The Secretary of the Sound Dollar Committee nodded. "Of course not, which is why we have been so active in recent months, seeking real, practical solutions."

"What do you mean?"

"The Sound Dollar Committee was founded to lobby for balanced budgets and to help prevent the bust that we are now witnessing. Ever since the final years of the Eisenhower Administration, we have been warning against the excesses in government, in the banking industry, in the stock market, and throughout the economy. But the more we warned the worse it got. In retrospect, despite some victories, it is obvious to us that we failed."

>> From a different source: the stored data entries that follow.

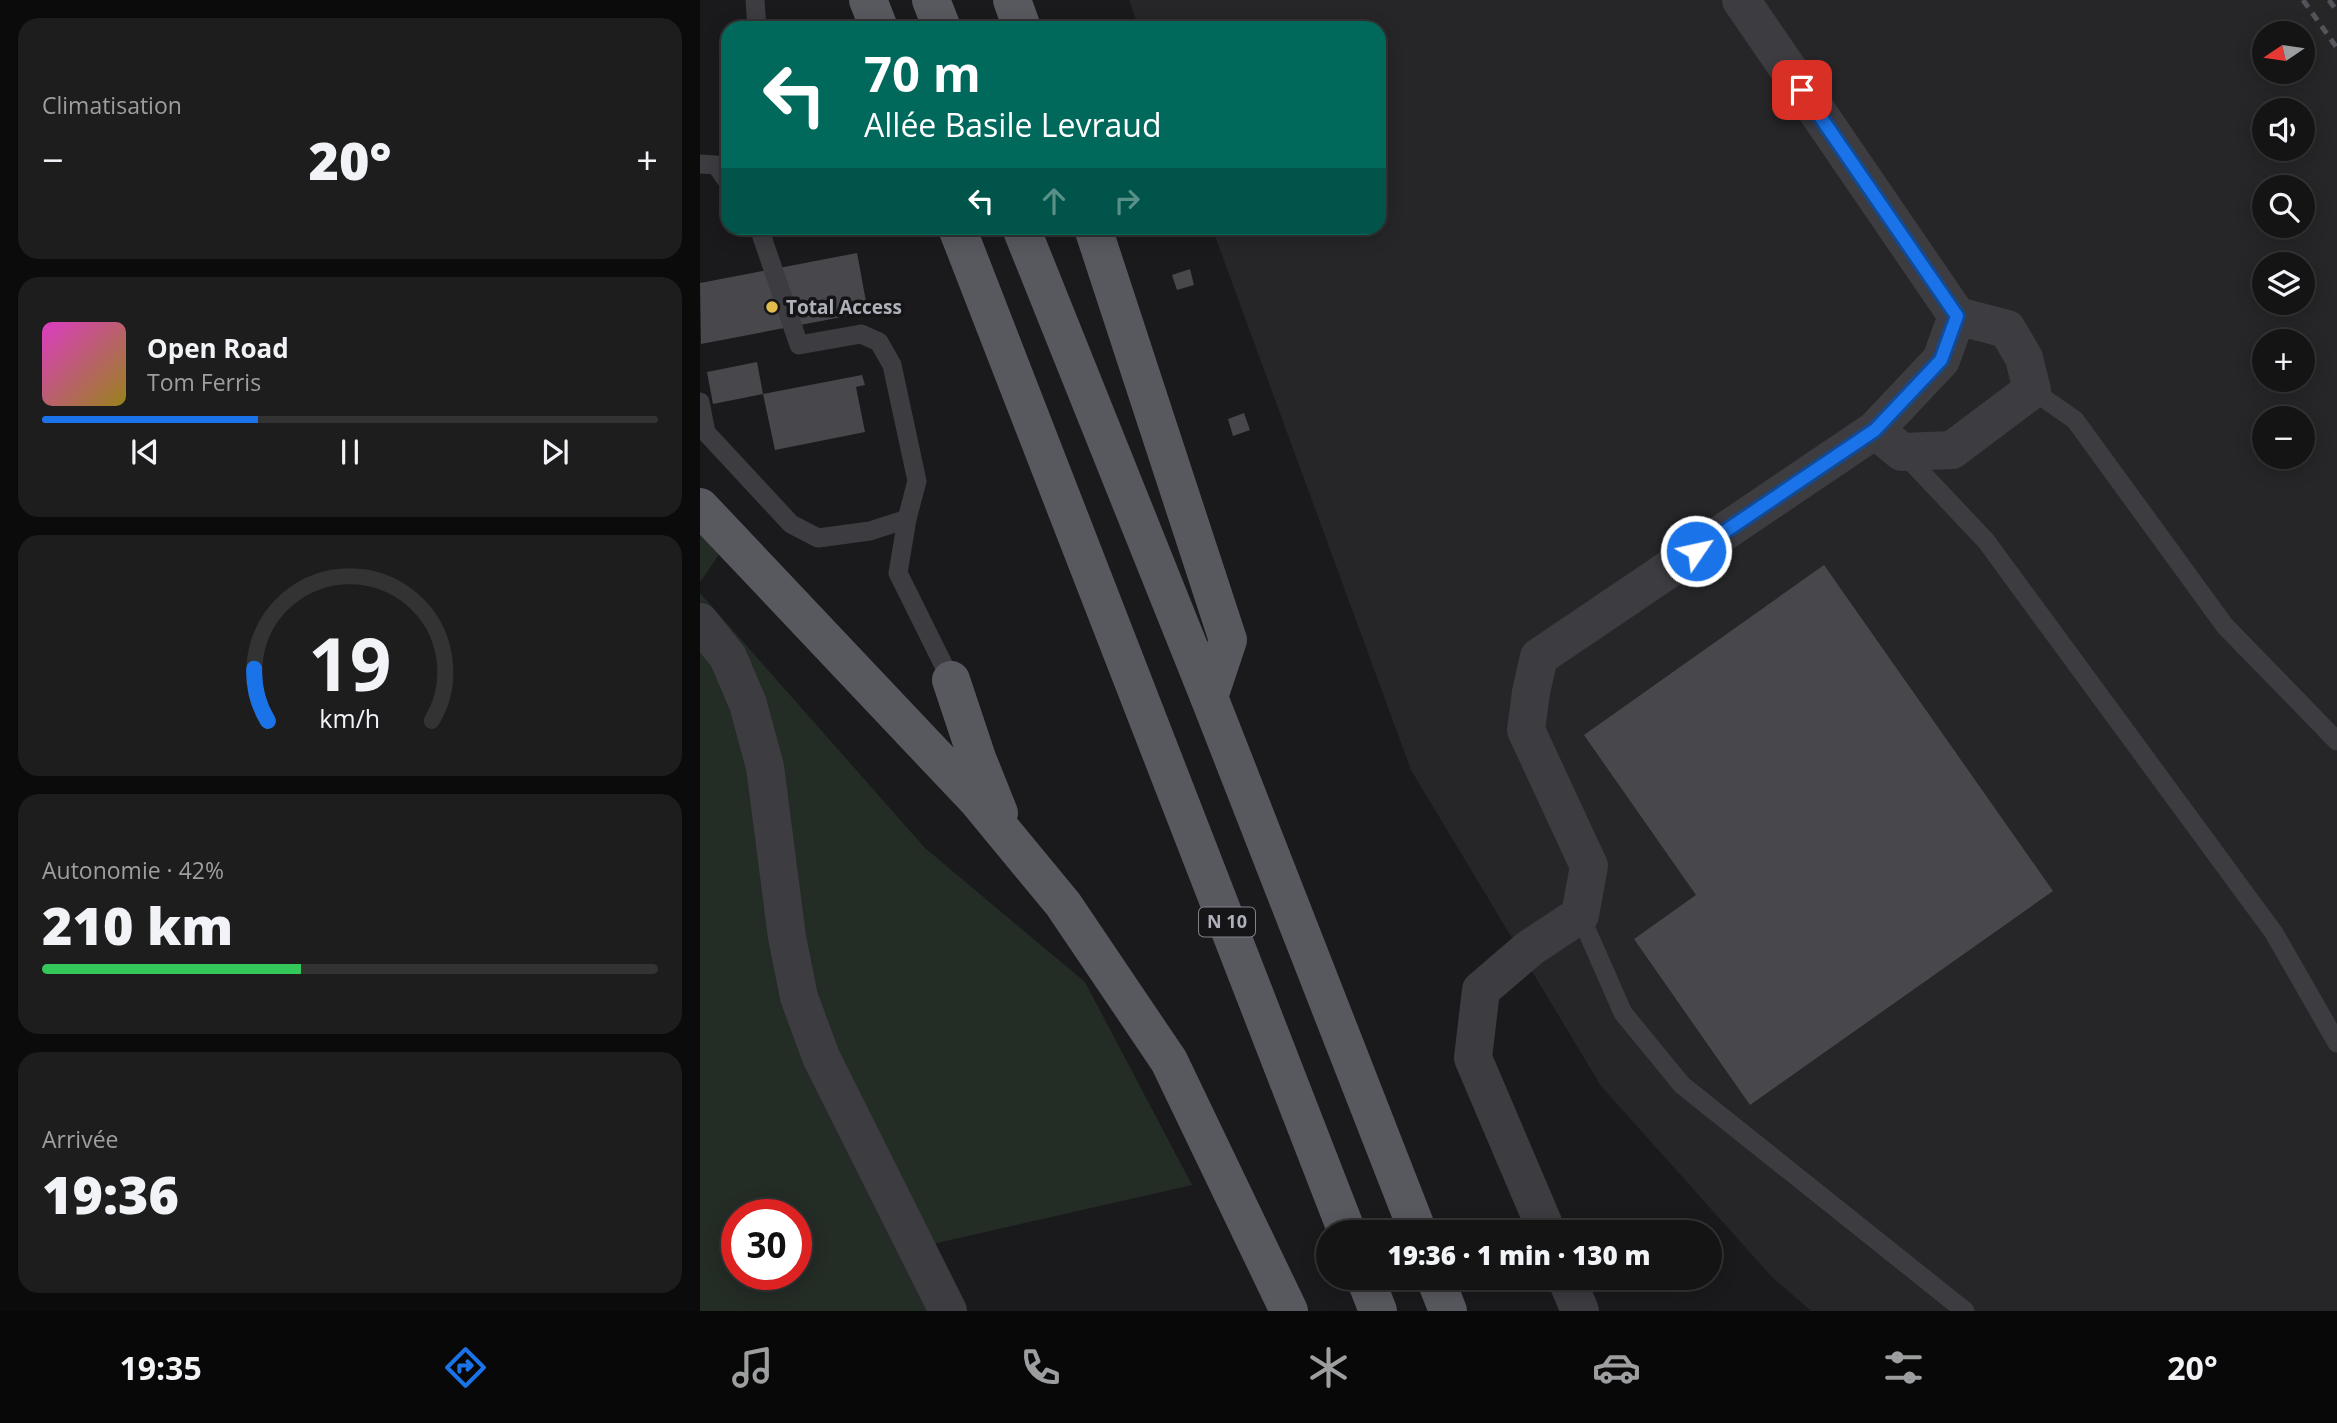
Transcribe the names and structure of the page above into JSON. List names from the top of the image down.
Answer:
{
  "streets": {
    "main road": ["N 10"]
  },
  "places": ["Total Access"],
  "north": "left",
  "page": {
    "tile": [
      "Climatisation",
      ["Autonomie · 42%", "210 km"],
      ["Arrivée", "19:36"]
    ],
    "map_buttons": ["+", "−"],
    "turn": ["70 m", "Allée Basile Levraud"],
    "heat": ["−", "20°", "+"],
    "song": ["Open Road", "Tom Ferris"],
    "limit": "30",
    "trip": "19:36 · 1 min · 130 m",
    "tabs": ["19:35", "20°"],
    "gauge": ["19", "km/h"]
  }
}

The Senator's expression showed both fascination and frustration. "So you've given up?" he asked.

"No. We have merely changed our priorities. At this juncture, it would be foolish to concentrate on preventing something that has already taken place.

"Rather we are now seeking to achieve a different goal. We are using informal personal networks to pool together the few remaining liquid resources around the world. These funds will then be applied, at the right time, to help bring about a recovery in the financial markets. Those who join us in our efforts will benefit by buying undervalued assets near the very bottom, while helping their country at the time of its greatest need."